ROS2 URDF Mesh File Types

This is highly related to the discussion on this thread, but not really relevant to the title/stated purpose of the thread so I decided to make a new one.

With the release of Blender 5.0, the Collada (dae) format is no longer supported. Of course, we could use older versions of Blender or other applications entirely to edit these files. But this change marks a broader shift away from Collada which is explained in the thread linked above.

I understand that other mesh types, e.g. ply, glb, obj, can be effectively used with many ROS2 applications. That anything that the mesh loader (e.g. Assimp) will load will work. But for the purpose of guidance, I think it would be good if there is a new file format that is agreed upon for new meshes as an alternative to Collada.

The official guidance states the following:

Any geometry format is acceptable but specific application compatibility is dependent on implementation. The recommended format for best texture and color support is Collada .dae files.

Effectively what I am saying is that it would be good to add a new “officially recommended” file type alongside Collada. I am certainly not saying that support should be dropped for Collada in favor of something newer, but creating new Collada files is becoming more tedious so I think that another file type can be used for URDFs that are created in the future.
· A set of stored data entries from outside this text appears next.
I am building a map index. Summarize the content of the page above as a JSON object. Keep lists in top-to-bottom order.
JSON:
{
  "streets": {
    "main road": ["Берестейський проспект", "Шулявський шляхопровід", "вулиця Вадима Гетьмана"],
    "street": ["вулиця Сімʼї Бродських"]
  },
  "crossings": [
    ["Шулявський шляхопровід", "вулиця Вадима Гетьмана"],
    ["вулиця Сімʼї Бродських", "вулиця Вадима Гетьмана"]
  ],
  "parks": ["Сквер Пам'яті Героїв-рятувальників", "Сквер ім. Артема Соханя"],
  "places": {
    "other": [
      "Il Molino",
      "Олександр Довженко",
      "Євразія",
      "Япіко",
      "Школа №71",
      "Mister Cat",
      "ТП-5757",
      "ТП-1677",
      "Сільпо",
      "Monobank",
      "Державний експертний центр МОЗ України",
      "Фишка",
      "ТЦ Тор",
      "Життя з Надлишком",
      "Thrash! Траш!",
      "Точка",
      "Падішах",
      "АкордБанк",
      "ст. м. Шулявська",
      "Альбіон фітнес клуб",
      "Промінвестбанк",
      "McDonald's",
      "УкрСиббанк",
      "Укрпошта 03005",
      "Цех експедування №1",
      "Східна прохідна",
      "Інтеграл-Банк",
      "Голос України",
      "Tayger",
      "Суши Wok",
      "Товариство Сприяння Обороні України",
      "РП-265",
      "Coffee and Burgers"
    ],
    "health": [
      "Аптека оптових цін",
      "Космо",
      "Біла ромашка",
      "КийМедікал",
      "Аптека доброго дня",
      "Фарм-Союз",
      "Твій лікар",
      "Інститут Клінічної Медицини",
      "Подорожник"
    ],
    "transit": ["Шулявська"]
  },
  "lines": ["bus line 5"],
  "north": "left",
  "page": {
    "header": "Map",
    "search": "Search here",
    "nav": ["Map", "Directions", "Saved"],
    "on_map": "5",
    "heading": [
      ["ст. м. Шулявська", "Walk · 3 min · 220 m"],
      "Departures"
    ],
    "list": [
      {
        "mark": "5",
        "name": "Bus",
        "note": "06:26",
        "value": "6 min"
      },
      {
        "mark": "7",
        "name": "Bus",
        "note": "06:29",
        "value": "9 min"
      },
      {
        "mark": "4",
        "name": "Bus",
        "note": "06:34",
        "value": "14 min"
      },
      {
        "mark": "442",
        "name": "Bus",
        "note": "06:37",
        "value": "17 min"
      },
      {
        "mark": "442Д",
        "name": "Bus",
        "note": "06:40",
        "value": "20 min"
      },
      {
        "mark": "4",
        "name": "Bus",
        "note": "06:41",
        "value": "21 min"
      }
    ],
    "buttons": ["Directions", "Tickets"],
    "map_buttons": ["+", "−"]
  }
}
As a quick example of why I think it is important for a new file to be “officially recommended”, while glb files can be imported to Isaac Sim as a standalone, and glb can also be used as a URDF mesh type and displayed in RViz, the Isaac Sim URDF importer only supports dae, obj, and stl for the mesh types, so a URDF with glb is not easily importable. Presumably, if it was a recommended format, it would be supported by the URDF importer. I am sure that there are probably other applications with similar arbitrary limitations, but that is the first one that comes to mind.

With the disclaimer that I am not particularly familiar with different 3D file formats, I think that gLTF 2.0 (gltf/glb) makes sense. It is compact, widely supported, and supports meshes and textures in one file.

This change could start with just an addition to the quoted section above, but I don’t know the full implications of a change like this.

Are there difficulties that I am overlooking? I would appreciate thoughts on this.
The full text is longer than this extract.